Artificial Intelligence pioneer Roger Schank at the Edge:
When reporters interviewed me in the 70’s and 80’s about the possibilities for Artificial Intelligence I would always say that we would have machines that are as smart as we are within my lifetime. It seemed a safe answer since no one could ever tell me I was wrong. But I no longer believe that will happen. One reason is that I am a lot older and we are barely closer to creating smart machines.
I have not soured on AI. I still believe that we can create very intelligent machines. But I no longer believe that those machines will be like us….
What AI can and should build are intelligent special purpose entities. (We can call them Specialized Intelligences or SI’s.) Smart computers will indeed be created. But they will arrive in the form of SI’s, ones that make lousy companions but know every shipping accident that ever happened and why (the shipping industry’s SI) or as an expert on sales (a business world SI.) … So AI in the traditional sense, will not happen in my lifetime nor in my grandson’s lifetime. Perhaps a new kind of machine intelligence will one day evolve and be smarter than us, but we are a really long way from that.
This was close to my view after nine years of A.I. research, at least regarding the non-upload A.I. path Schank has in mind. I recently met Rodney Brooks and Peter Norvig at Google Foo Camp, and Rodney told me the two of them tried without much success to politely explain this standard "old-timers" view at a recent Singularity summit. Greg Egan recently expressed himself more harshly:
The overwhelming majority [of Transhumanists] might as well belong to a religious cargo cult based on the notion that self-modifying AI will have magical powers.
The June IEEE Spectrum is a special issue on singularity, largely skeptical.

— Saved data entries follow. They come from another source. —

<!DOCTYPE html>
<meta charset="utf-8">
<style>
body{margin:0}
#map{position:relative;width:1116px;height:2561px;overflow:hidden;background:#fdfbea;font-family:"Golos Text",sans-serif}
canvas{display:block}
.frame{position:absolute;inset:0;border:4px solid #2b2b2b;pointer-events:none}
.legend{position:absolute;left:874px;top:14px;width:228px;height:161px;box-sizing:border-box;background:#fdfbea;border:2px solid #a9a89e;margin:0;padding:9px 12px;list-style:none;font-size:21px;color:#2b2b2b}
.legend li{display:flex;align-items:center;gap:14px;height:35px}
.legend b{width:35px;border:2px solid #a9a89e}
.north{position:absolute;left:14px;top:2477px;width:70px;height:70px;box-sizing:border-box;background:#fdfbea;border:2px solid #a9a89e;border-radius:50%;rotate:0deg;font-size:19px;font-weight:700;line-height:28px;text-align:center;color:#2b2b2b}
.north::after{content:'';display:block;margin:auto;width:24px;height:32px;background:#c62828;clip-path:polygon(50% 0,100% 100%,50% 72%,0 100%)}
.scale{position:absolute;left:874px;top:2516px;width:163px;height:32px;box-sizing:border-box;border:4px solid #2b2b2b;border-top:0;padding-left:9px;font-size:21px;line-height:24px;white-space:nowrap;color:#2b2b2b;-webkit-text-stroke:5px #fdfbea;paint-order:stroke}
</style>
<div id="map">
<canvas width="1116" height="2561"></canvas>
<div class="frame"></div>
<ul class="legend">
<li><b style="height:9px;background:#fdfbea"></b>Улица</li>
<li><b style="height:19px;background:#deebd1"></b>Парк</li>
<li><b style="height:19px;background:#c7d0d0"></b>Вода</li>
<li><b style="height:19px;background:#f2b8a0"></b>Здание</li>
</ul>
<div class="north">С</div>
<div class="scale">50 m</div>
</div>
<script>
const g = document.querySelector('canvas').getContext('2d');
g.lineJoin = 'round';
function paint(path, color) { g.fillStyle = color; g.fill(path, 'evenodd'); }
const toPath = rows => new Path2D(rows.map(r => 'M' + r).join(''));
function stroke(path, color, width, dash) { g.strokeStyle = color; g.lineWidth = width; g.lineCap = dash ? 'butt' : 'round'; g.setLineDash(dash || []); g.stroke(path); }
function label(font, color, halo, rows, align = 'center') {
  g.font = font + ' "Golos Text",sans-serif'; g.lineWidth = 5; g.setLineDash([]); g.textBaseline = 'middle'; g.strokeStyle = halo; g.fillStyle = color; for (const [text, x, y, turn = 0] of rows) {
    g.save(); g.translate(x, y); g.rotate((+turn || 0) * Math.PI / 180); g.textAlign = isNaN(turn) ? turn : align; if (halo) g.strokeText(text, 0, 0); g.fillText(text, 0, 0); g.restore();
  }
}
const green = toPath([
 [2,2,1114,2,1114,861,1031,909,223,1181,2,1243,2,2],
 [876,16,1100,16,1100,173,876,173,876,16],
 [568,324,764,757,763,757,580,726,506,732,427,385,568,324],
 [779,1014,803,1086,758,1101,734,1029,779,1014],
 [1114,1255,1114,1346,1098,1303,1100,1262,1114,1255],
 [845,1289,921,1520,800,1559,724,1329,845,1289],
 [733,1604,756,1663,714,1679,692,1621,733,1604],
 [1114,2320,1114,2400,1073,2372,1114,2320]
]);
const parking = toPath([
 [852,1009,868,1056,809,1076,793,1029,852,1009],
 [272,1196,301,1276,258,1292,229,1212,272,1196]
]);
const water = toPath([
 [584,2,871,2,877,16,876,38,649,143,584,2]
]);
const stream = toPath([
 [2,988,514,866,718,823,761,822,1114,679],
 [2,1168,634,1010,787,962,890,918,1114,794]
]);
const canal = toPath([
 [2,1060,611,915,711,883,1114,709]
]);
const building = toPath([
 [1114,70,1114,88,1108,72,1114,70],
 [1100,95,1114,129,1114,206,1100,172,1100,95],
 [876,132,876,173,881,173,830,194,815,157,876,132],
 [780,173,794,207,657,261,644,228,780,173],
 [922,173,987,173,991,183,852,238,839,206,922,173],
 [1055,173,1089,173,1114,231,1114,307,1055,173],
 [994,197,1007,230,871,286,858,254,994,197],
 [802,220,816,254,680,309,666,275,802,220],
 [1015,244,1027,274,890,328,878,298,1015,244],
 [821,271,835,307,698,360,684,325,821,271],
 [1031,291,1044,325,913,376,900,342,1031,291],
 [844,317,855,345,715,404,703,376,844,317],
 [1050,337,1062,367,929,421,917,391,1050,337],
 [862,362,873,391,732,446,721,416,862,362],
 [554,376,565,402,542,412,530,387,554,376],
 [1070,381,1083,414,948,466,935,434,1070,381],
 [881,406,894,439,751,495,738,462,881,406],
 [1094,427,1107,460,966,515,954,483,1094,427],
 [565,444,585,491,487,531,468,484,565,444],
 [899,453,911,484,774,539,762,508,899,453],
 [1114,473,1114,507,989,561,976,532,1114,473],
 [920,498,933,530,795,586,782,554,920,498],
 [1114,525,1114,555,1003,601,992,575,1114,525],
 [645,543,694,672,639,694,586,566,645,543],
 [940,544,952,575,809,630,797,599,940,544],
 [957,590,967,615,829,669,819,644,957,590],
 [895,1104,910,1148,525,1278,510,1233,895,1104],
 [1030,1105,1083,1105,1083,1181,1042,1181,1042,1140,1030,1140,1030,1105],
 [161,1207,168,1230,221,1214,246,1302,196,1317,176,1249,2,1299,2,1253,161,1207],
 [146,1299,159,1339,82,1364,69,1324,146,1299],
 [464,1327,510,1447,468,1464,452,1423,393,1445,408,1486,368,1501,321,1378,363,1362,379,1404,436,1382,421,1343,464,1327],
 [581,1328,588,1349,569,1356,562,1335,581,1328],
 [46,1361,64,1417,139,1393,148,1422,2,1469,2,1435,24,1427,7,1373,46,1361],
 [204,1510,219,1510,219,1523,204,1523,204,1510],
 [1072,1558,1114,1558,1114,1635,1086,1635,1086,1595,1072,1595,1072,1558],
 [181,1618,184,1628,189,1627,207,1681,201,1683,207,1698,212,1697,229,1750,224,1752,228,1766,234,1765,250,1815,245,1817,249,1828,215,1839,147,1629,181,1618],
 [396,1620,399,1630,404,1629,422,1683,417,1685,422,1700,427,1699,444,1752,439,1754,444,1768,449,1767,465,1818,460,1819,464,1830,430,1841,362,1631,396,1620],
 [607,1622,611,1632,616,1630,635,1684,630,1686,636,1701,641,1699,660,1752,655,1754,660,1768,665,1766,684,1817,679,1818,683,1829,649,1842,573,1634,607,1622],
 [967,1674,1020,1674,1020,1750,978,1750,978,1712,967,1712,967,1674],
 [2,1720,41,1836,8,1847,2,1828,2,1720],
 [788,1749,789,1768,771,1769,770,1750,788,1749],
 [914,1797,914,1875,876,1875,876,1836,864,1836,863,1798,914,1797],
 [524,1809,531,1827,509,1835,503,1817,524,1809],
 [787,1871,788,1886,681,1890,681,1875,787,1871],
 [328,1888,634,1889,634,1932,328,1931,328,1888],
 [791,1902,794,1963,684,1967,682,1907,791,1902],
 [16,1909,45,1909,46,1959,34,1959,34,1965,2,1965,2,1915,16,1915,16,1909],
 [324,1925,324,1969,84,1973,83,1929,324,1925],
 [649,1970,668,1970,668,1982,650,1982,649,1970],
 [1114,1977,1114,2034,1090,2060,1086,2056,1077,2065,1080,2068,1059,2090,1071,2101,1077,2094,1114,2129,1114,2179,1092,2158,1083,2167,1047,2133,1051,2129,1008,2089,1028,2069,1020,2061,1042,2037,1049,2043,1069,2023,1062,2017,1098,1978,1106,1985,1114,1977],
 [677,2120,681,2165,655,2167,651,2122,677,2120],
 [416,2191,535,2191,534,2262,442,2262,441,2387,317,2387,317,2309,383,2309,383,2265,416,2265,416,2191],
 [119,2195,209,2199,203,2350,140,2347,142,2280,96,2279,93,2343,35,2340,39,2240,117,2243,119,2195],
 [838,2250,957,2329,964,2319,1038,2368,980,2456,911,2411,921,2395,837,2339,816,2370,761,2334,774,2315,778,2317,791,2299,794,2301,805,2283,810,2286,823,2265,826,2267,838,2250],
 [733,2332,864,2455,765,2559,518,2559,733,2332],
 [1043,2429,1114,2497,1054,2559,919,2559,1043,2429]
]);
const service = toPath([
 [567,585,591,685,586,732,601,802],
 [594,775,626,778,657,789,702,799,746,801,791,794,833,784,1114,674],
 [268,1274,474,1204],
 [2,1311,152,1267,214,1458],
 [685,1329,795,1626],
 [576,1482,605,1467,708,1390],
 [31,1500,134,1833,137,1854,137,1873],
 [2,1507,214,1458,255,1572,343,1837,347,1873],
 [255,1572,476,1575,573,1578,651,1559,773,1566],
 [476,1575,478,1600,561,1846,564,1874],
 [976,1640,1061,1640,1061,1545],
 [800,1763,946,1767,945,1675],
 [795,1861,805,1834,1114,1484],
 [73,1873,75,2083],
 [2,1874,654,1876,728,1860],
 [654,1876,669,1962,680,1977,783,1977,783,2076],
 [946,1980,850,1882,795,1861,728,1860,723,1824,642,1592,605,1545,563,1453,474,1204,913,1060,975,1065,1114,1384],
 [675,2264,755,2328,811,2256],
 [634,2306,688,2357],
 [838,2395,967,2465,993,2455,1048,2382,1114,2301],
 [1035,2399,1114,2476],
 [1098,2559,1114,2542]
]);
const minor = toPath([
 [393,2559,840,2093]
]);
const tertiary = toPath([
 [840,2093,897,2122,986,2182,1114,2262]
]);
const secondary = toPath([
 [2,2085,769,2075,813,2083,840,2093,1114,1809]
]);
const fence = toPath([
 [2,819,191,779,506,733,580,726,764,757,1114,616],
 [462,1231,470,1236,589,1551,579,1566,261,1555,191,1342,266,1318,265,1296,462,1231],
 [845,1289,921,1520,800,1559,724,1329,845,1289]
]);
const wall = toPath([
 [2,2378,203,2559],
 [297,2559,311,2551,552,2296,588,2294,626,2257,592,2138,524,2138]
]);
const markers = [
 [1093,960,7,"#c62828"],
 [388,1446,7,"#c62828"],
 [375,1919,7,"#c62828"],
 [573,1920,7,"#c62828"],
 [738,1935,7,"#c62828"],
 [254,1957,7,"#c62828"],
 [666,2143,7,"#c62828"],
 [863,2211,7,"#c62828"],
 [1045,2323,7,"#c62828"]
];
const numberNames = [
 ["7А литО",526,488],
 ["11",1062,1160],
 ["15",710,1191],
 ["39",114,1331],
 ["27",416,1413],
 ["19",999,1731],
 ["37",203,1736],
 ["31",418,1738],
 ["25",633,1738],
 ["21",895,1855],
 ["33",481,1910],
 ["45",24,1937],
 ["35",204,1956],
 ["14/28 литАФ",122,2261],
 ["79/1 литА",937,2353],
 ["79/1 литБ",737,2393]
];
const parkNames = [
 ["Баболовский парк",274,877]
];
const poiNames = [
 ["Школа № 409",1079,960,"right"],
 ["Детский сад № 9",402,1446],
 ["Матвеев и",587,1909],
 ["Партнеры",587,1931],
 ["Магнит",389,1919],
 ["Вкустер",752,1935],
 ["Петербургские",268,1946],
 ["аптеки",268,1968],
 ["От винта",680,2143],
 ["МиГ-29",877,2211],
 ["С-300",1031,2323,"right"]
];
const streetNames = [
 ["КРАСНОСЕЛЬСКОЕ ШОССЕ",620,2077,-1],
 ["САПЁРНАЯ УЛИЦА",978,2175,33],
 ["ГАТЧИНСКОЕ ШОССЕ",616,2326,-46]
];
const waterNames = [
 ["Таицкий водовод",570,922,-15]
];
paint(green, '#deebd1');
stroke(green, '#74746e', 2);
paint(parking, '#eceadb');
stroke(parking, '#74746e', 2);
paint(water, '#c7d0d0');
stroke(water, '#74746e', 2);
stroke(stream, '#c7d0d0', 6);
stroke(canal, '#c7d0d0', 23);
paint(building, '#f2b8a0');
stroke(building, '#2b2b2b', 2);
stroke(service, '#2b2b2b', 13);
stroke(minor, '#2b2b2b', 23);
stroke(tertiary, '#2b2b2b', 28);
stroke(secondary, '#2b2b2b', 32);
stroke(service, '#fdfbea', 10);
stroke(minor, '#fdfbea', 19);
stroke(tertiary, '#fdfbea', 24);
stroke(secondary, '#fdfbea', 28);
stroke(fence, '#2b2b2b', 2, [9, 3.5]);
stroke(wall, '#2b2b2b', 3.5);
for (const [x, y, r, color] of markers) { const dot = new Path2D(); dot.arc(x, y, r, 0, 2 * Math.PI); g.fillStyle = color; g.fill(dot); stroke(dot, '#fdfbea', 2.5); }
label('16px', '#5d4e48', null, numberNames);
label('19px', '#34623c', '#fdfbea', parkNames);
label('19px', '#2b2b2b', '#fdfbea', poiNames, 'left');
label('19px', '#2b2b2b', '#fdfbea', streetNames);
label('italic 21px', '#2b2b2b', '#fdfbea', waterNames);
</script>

My co-blogger Eliezer and I agree on many things, but here we seem to disagree. Eliezer focuses on AIs possibly changing their architecture more finely and easily than humans. We humans can change our group organizations, can train new broad thought patterns, and could in principle take a knife to our brain cells. But yes an AI with a well-chosen modular structure might do better.
Nevertheless, the idea that someone will soon write software allowing a single computer to use architecture-changing ease to improve itself so fast that within a few months the fate of humanity depends on it feeling friendly enough … well that seems on its face rather unlikely. So many other huge barriers to such growth loom. Yes it is possible and yes someone should think some about it, and sure why not Eliezer. But I fear way too many consider this the default future scenario.
Added: To clarify, the standard A.I. old-timer view is roughly that A.I. mostly requires lots and lots of little innovations, and that we have a rough sense of how fast we can accumulate those innovations and of how many we need to get near human level general performance. People who look for big innovations mostly just find all the same old ideas, which don’t add that much compared to lots of little innovations.
More added: I seem to be a lot more interested in the meta issues here than most (as usual). Eliezer seems to think that when the when young disagree with the old, the young tend to be right, because "most of the Elders here are formidable old warriors with hopelessly obsolete arms and armor." I’ll bet he doesn’t apply this to people younger than him; adding in other consideration he sees his current age as near best. And I’ll bet in twenty years his estimate of the optimal age will be twenty years higher.
Looking forward to the day I can walk into my local Walmart and get the family AI. I am certainly up for the AI to taking the kids to their activities, helping with homework, preparing the kids for exams, walking the dogs, changing the cat box, cleaning the fish tank, doing the housework, mowing the lawn, working on the yard, planning our meals, doing the shopping, repainting my house, folding the laundry... ahhh... the possibilities are endless!
Karen
Phil, that point actually supports with Eliezer's position that the problem of AGI is simply an issue of software.
Of course, unfortunately for Eliezer, this also means that there is very little evidence regarding his proposed timeframe: Roger Schank and Daniel Dennett could easily turn out to be right.